Лида научилась делать массаж, ставить уколы и занималась с сыном сама. Читала ему сказки. В выходные гуляла с Андрюшей на пустыре за домом - в следующем году администрация города пообещала разбить здесь парк с дорожками, скамейками и красивыми газонами. "Будешь ножками сам бегать, правда?" - глотая слёзы, шептала она, укрывая негнущиеся колени мальчика плюшевым пледом.

Андрюша не отвечал. Вот уже двадцать два месяца он был сломанной куклой, без разума, без речи, без движения. А водитель, раздавивший её сына на детской площадке у дома, получил условный срок.

- Иди, поешь, я с ним посижу, - бабка погладила задремавшую Лиду по голове. Лида замерла на секунду, впитывая заботу, потом поплелась на кухню.

Устала. Сейчас бы уснуть, по-настоящему, крепко, без тревоги, без снов этих рыбьих. Чтоб не вскакивать от каждого звука. Чтоб закрыть глаза, а потом открыть - и всё хорошо.
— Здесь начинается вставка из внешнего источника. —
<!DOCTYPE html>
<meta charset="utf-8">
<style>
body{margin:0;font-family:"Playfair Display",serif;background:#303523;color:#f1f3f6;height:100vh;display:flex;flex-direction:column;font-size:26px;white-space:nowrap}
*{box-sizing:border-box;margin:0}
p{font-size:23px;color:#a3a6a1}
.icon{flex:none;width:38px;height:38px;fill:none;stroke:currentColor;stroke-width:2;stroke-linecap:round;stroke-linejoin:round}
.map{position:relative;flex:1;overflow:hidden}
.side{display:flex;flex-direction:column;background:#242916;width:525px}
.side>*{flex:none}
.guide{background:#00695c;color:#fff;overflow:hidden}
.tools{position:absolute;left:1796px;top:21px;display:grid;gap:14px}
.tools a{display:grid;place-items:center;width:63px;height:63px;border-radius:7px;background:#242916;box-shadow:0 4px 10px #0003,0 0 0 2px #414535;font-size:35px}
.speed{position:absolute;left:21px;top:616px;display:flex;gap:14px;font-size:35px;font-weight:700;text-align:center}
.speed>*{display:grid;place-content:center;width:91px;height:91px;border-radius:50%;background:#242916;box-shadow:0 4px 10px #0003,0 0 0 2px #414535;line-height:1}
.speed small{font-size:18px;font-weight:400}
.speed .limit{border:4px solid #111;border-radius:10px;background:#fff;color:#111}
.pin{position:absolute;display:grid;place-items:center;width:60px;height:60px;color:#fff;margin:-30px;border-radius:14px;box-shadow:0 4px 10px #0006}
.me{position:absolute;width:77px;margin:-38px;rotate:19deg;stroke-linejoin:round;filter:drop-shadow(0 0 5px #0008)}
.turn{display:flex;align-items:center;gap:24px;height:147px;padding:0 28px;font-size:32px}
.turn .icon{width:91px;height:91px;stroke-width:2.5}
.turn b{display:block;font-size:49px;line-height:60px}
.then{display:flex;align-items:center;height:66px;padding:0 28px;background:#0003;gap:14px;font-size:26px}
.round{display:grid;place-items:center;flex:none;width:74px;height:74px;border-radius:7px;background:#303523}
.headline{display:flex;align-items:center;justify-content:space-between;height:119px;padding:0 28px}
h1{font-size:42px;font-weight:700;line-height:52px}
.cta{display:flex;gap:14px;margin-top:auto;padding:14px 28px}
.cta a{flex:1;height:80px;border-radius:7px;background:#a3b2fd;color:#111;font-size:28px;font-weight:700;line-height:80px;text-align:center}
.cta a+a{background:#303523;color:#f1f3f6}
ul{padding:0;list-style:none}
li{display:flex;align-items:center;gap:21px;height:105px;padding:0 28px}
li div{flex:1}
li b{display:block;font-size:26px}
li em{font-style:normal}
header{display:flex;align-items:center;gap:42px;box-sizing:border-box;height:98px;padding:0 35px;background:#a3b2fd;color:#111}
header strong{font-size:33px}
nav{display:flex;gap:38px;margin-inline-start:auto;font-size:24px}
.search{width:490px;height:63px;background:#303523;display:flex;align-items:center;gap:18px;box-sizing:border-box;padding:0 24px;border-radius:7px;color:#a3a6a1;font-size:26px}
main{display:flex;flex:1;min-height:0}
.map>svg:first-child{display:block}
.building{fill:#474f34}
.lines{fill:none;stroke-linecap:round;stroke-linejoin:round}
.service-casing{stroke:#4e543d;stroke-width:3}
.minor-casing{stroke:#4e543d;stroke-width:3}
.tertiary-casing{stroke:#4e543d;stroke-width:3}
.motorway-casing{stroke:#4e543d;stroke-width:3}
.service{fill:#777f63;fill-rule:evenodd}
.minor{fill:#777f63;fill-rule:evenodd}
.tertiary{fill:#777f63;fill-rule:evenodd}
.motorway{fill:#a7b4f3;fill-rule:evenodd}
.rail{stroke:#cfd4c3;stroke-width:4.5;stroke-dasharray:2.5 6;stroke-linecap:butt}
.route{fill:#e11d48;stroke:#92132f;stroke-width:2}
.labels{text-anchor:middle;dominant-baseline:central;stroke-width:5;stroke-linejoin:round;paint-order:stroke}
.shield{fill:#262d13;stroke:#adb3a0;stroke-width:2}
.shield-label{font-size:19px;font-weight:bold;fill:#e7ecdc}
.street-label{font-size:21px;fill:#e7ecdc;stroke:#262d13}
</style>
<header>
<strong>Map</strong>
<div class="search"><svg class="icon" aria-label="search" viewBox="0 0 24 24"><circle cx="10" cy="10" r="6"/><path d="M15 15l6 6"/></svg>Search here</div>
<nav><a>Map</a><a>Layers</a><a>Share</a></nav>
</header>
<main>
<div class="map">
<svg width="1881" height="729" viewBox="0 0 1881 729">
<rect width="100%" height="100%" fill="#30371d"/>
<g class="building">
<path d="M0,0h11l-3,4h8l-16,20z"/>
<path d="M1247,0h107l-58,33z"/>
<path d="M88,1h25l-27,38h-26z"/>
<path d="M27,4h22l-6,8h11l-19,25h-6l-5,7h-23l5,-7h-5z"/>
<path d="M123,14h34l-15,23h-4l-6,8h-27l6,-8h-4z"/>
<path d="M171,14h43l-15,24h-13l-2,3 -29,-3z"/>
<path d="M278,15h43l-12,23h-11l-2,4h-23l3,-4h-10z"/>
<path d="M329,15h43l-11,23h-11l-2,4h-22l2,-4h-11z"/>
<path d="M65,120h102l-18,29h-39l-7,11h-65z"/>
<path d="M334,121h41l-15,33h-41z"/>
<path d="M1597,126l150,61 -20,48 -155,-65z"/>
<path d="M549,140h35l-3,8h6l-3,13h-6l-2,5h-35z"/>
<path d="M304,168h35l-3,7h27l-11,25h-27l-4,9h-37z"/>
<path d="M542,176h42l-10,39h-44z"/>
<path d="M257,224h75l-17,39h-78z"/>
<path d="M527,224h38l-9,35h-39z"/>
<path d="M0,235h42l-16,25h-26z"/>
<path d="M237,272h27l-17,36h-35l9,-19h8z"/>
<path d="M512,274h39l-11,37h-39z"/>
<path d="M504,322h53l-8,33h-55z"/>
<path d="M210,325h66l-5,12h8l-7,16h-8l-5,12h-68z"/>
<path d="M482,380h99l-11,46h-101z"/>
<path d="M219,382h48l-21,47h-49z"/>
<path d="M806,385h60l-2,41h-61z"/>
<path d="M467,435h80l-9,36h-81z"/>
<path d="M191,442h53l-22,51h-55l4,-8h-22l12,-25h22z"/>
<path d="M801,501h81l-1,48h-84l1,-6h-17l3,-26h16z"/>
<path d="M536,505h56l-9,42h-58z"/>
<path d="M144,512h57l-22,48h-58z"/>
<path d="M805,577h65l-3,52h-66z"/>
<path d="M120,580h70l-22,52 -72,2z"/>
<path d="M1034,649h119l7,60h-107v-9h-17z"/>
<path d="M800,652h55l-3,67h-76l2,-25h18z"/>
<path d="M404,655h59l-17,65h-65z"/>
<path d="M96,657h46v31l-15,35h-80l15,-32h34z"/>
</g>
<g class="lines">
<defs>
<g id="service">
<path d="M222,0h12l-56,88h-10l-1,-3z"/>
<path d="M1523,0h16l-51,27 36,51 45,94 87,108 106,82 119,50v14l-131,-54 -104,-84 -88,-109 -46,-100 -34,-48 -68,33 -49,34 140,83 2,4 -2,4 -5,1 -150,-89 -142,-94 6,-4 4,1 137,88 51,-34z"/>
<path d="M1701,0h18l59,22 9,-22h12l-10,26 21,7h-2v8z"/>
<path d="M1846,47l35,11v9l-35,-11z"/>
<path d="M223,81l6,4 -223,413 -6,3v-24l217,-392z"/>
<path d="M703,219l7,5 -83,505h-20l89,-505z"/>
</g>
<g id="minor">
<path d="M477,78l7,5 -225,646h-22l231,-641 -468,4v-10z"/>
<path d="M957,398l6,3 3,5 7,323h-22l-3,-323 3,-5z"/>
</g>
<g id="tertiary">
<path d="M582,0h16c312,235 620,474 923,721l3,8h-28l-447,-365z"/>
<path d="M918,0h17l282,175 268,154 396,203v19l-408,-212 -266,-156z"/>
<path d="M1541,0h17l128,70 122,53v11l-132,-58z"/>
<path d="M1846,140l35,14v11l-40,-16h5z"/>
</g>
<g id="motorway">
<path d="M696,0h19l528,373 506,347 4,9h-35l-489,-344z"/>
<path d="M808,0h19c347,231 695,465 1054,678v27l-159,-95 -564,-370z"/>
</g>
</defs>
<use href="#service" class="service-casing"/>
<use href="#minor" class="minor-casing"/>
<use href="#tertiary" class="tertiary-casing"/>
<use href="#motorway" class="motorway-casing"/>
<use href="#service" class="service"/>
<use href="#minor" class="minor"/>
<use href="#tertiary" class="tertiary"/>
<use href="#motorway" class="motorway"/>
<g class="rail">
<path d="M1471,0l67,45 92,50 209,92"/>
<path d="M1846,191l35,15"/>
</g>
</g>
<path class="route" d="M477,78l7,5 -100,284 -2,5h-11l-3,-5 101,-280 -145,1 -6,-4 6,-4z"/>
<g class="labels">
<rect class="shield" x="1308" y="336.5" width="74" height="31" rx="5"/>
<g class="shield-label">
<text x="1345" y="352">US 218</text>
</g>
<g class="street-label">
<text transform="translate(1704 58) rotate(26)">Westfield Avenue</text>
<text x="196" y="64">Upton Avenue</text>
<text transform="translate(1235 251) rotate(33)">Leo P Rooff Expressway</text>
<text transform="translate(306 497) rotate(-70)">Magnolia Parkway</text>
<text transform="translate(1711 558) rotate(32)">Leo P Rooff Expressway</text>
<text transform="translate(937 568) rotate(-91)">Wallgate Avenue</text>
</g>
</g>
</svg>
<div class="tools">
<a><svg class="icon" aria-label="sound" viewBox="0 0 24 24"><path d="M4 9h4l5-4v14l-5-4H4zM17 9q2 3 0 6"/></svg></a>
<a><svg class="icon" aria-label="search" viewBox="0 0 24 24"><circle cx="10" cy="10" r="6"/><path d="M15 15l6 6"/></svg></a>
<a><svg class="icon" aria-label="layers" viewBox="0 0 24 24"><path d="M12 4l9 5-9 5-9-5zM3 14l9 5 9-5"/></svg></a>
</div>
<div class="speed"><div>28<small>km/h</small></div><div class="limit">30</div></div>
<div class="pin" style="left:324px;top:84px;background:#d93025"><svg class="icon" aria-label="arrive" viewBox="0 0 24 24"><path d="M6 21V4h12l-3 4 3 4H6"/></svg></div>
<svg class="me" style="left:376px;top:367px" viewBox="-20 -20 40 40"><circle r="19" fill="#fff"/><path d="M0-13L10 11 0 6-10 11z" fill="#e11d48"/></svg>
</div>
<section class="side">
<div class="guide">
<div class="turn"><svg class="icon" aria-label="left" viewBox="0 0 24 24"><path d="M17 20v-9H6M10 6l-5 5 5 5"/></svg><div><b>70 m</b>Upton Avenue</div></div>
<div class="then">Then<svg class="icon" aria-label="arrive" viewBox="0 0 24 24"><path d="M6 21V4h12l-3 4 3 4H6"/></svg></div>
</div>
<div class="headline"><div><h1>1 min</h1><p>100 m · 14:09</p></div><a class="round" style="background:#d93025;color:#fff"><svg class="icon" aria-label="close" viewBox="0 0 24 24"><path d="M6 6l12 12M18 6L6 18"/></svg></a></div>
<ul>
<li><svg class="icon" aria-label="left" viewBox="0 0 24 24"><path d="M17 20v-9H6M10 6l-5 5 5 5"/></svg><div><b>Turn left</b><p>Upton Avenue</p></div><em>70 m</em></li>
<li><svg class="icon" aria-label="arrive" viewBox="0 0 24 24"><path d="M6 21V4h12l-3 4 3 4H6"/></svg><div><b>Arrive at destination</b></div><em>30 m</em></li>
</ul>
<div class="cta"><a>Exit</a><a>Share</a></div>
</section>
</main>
Андрюшке снова десять, он торопится в школу, жуёт бутерброд на ходу. Боря собирается на работу, ищет носки в шкафу, бурчит. Бабушка печёт хлеб, из кухни тянет тёплым, ароматным. Лида потягивается, зевает, так не хочется вставать, но сегодня квартальный отчёт, планёрка и бесконечные дебеты-кредиты.